I have this limit: $$ \lim_{x \to 0} \frac{x(e^x+1)-2(e^x-1)}{x^3} $$ By using L'Hospital rule and Maclaurin expansion I both found that limit equals to $1/6$.
I want to simulate this to my student by Excel but I failed. This is my computation in Excel.
I did not know why Excel doesn't work in this situation?

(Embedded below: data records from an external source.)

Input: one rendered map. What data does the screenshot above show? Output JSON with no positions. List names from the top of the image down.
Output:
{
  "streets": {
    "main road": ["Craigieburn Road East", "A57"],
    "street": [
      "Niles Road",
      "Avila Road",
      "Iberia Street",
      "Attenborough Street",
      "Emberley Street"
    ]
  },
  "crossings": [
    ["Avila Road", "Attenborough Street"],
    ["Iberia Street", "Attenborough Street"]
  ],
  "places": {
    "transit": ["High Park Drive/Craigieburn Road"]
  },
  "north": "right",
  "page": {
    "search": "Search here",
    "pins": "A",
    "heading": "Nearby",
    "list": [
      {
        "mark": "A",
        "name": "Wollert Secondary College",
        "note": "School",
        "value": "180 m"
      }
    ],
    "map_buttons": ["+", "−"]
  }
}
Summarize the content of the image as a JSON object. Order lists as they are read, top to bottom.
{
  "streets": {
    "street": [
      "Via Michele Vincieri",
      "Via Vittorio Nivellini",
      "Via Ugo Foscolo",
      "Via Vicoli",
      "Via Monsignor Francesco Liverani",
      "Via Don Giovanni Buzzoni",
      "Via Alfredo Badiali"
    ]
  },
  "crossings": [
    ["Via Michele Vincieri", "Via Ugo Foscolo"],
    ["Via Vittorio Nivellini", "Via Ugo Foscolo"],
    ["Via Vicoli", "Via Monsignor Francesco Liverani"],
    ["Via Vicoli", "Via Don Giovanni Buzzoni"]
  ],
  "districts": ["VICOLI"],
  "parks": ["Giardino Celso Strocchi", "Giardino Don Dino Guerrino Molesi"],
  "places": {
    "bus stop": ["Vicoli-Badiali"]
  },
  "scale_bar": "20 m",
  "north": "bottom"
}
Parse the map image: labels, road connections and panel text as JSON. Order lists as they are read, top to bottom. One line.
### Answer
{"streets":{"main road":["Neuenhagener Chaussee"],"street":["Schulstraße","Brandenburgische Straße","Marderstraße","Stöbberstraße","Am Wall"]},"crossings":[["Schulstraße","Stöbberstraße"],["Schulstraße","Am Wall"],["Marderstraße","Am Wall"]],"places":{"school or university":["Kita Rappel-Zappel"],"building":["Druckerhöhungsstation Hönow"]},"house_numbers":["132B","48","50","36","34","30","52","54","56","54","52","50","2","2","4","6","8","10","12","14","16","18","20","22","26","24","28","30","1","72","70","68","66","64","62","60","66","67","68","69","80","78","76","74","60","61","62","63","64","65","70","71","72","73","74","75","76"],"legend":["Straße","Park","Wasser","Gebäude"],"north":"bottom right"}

Please help me. Thanks alot.
On
In the evaluation of the numerator you can incur a floating point error of about the size $(2+|x|)e^x\mu$, $\mu=2^{-52}$ being the machine constant. For $x\approx0$ this is $2\mu\approx 4\cdot 10^{-15}$. In the quotient this makes an error of $\frac{2\mu}{x^3}$.
In the series expansion the next term after the constant one is $\frac{x}{12}$. The floating point error becomes larger than the linear term at about $\frac{x}{12}=\frac{2\mu}{x^3}$, that is, $x=\sqrt[4]{24\mu}=2.7\cdot10^{-4}$. This is the region of minimal error, and also the point where your results turn away from convergence.
If I do with Mathematica the same thing that you did with Excel, then I get a similar answer. That is due to numerical errors that are a consequence of a catastrophic cancellation, as you were told in the comments. However, I can force Mathematica to work with greater numerical precision and if I tell it to compute those numbers with ten significant figures, then I get a nice answer:
$$\begin{array}{c|c}n&f(10^{-n})\\\hline0&0.2817181715\\1&0.1752556563\\2&0.1675025056\\3&0.1667500250\\4&0.1666750003\\5&0.1666675000\\6&0.1666667500\\7&0.1666666750\\8&0.1666666675\\9&0.1666666668\end{array}$$I don't know whether or not you can do the same thing with Excel, but this could be a good lesson for your students.